Nous avons tous une dette
Nous avons tous une dette envers notre passé, elle n’est pas pour autant un obstacle à l’agir. Elle peut en être le moteur. Elle peut en être la mort. Elle peut en être la joie. Elle peut en être la douleur. Quoi qu’il en soit elle fait partie de mon histoire, de mon récit et de la mise-en-intrigue de ma vie. Cette dette est toujours mystérieuse, empêtrée dans ma chair et mes mots. Au nom de la raison certains, s’attachent à la dé-couvrir pour séparer absolument le vrai du faux, d’autres, au nom de la fiction à la cacher ou à la masquer pour permettre au rêve d’advenir. Mon expérience est traversée par cette dette et je voudrais la transmettre sans mettre de côté ni la raison, ni la fiction.
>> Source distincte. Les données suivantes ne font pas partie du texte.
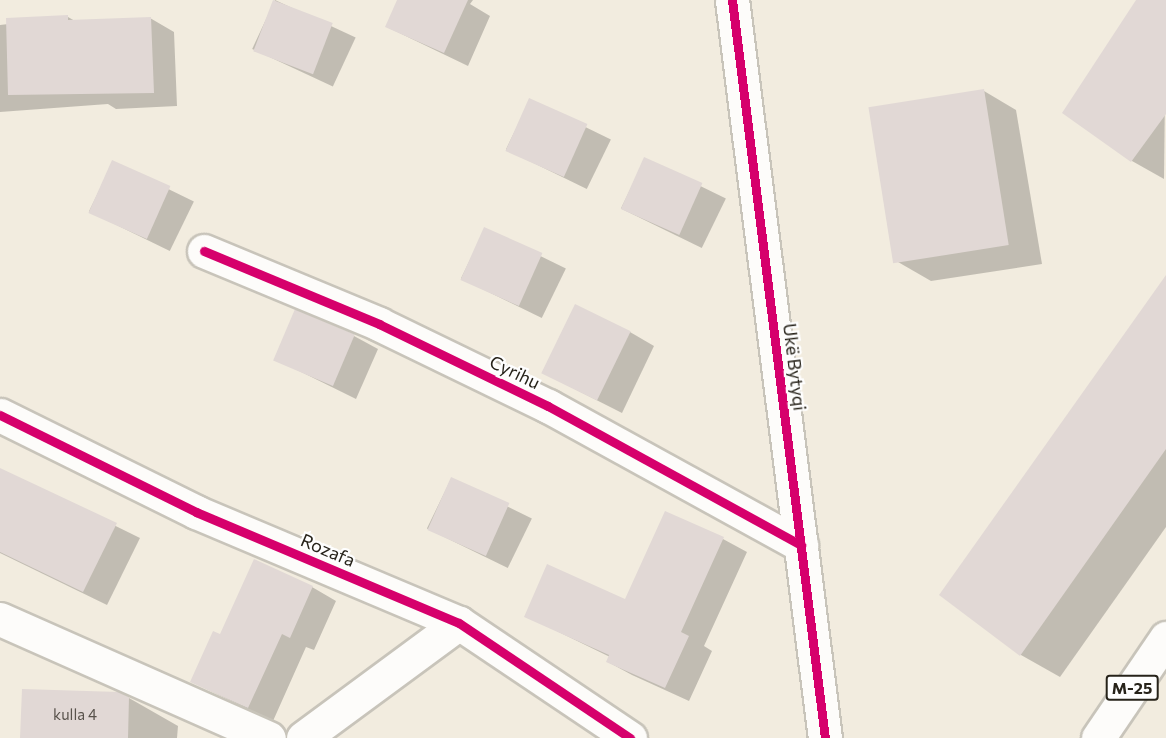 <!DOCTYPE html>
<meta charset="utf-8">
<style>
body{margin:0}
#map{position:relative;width:1166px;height:738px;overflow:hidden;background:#f2ecdf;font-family:Commissioner,sans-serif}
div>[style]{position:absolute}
.shadow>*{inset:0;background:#0003;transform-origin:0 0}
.building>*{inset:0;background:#e1d8d5;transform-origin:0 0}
.roads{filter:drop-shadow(2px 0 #c8c4ba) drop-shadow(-2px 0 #c8c4ba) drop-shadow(0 2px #c8c4ba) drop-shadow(0 -2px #c8c4ba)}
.minor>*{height:33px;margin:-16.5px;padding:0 16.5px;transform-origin:16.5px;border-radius:16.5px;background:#fdfcfa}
.major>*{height:33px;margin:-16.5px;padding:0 16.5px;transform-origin:16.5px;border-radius:16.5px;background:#fdfcfa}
.cycleway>*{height:9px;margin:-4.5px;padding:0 4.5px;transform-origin:4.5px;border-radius:4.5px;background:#d6006c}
span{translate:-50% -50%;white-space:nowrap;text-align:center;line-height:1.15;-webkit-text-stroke:4.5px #fefefe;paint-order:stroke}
.number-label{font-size:15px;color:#58524b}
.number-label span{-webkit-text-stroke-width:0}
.shield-label span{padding:2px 4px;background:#fefefe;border:2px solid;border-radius:4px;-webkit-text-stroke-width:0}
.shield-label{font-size:16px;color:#27231a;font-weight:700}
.street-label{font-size:18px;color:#27231a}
</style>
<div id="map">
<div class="shadow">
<div style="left:275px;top:0;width:89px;height:54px;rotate:25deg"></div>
<div style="clip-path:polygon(398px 0,473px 0,470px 4px,490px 16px,468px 66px,387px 27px)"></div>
<div style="clip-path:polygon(1138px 0,1166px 0,1164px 179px,1132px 161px)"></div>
<div style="clip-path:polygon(68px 17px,75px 21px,150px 18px,174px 32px,177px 106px,116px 109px,108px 104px,0 112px,0 25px)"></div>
<div style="clip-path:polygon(984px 91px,1016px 110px,1042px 264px,931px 281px,898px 262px)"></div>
<div style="left:530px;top:100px;width:90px;height:55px;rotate:26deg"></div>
<div style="left:645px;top:159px;width:90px;height:55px;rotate:26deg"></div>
<div style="left:113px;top:162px;width:90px;height:55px;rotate:26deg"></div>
<div style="left:485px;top:229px;width:90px;height:55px;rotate:26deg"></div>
<div style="clip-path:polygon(1166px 277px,1166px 527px,1060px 677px,1021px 655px,941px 595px)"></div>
<div style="clip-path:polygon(630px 332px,654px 346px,622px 413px,543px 373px)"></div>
<div style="clip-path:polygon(354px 336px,378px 349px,356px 399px,275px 359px)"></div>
<div style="clip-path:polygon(0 469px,140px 538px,107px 605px,0 553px)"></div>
<div style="left:451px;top:479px;width:90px;height:55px;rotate:26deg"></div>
<div style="clip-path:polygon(723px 539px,747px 552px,704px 646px,712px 651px,689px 701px,632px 675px,608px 662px,610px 657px,526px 616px,626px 601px)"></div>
<div style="clip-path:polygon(312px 587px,336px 601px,314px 650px,306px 647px,273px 721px,192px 682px,221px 636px)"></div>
<div style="clip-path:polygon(129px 698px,178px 726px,177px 738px,22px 738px)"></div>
</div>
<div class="building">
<div style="left:273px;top:0;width:64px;height:55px;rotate:21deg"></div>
<div style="clip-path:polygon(397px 0,468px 0,444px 53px,385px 27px)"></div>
<div style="clip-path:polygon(1136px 0,1166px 0,1166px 114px,1131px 162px,1062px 113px)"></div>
<div style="clip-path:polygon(68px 15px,68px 20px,151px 17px,154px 93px,8px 95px,6px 18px)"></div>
<div style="left:984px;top:89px;width:158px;height:117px;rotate:81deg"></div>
<div style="left:529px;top:98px;width:64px;height:58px;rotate:24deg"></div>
<div style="left:644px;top:157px;width:64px;height:57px;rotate:24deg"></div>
<div style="left:112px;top:160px;width:64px;height:58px;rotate:24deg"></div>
<div style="left:484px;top:227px;width:64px;height:58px;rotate:24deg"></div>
<div style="clip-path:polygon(1166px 275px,1166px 449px,1020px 656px,939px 595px)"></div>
<div style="left:575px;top:304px;width:62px;height:77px;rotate:26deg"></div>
<div style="left:295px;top:309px;width:65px;height:56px;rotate:23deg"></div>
<div style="clip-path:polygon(0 468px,117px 523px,83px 592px,0 552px)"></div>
<div style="left:451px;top:477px;width:64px;height:58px;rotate:24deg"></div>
<div style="clip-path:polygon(665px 511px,724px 537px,681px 632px,689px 636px,665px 688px,606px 662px,609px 655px,524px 617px,547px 564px,625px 599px)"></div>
<div style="clip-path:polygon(254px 559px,313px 586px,290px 638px,282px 634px,248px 708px,190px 682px,213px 631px,220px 634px)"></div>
<div style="clip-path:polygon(22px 689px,119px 692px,129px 697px,128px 738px,20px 738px)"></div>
</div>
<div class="roads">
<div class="minor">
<div style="left:732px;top:0;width:744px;rotate:82.82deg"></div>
<div style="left:204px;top:251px;width:190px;rotate:22.6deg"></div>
<div style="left:379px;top:324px;width:188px;rotate:25.9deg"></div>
<div style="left:548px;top:406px;width:289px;rotate:28.8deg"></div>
<div style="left:0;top:415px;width:219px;rotate:26.3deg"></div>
<div style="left:196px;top:512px;width:285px;rotate:22.9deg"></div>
<div style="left:459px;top:623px;width:206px;rotate:33.9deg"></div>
<div style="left:0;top:619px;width:294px;rotate:23.9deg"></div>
<div style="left:303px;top:738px;width:194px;rotate:-36.4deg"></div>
</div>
<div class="major">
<div style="left:1098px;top:738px;width:121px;rotate:-55.8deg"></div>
</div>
</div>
<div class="cycleway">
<div style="left:732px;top:0;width:744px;rotate:82.82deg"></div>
<div style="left:204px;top:251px;width:190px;rotate:22.6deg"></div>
<div style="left:379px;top:324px;width:188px;rotate:25.9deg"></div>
<div style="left:548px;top:406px;width:289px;rotate:28.8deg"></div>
<div style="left:0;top:415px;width:219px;rotate:26.3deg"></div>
<div style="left:196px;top:512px;width:285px;rotate:22.9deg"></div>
<div style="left:459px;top:623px;width:206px;rotate:33.9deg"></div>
</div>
<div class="number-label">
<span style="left:75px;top:715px">kulla 4</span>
</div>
<div class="shield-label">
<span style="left:1132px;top:688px">M-25</span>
</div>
<div class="street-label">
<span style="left:795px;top:367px;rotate:83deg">Ukë Bytyqi</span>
<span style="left:515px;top:372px;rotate:26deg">Cyrihu</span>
<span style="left:328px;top:550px;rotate:23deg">Rozafa</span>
</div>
</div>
C’est dans la rencontre, les rencontres que l’écriture puise sa force et sa vérité. Toutes comptent, celle, dans ces matins d’été, du sentier de randonnée qui craquent sous mes pas, celle de l’eau vive et froide du torrent qui rafraîchit mon corps mais aussi celle du feu que je n’avais pas invité et qui a brûlé ma peau, celle des rives antillaises pleines de rire et de douleur que j’ai découverte sur le tard, celle de ce coiffeur Guadeloupéen des Champs Élysée, celle des doigts de l’aimée qui caressent mes cheveux, celles de la vie… Dans cette période professionnelle et universitaire, je remercie la chance de mes rencontres, celles de mon quotidien, celles des étudiants, des collègues de travail, des stages de formation professionnelle, celles des colloques, des congrès universitaires, des conférences, celles des critiques, celles des livres, des arts et des écritures qu’elles proviennent ou non de grandes signatures. Remercier aussi le bonheur de mes échanges avec Jacques Ardoino, Guy Berger, Jacques Coursil, Marc Durand, Jean Guglielmi, Nelly Leselbaum, Gaston Mialaret, Philippe Meirieu, Bernard Paris, Mireille Snoeckx , François-Victor Tochon, dont les dialogues d’amitié, de confiance et d’intelligence ont porté ma curiosité et l’espérance de ce livre.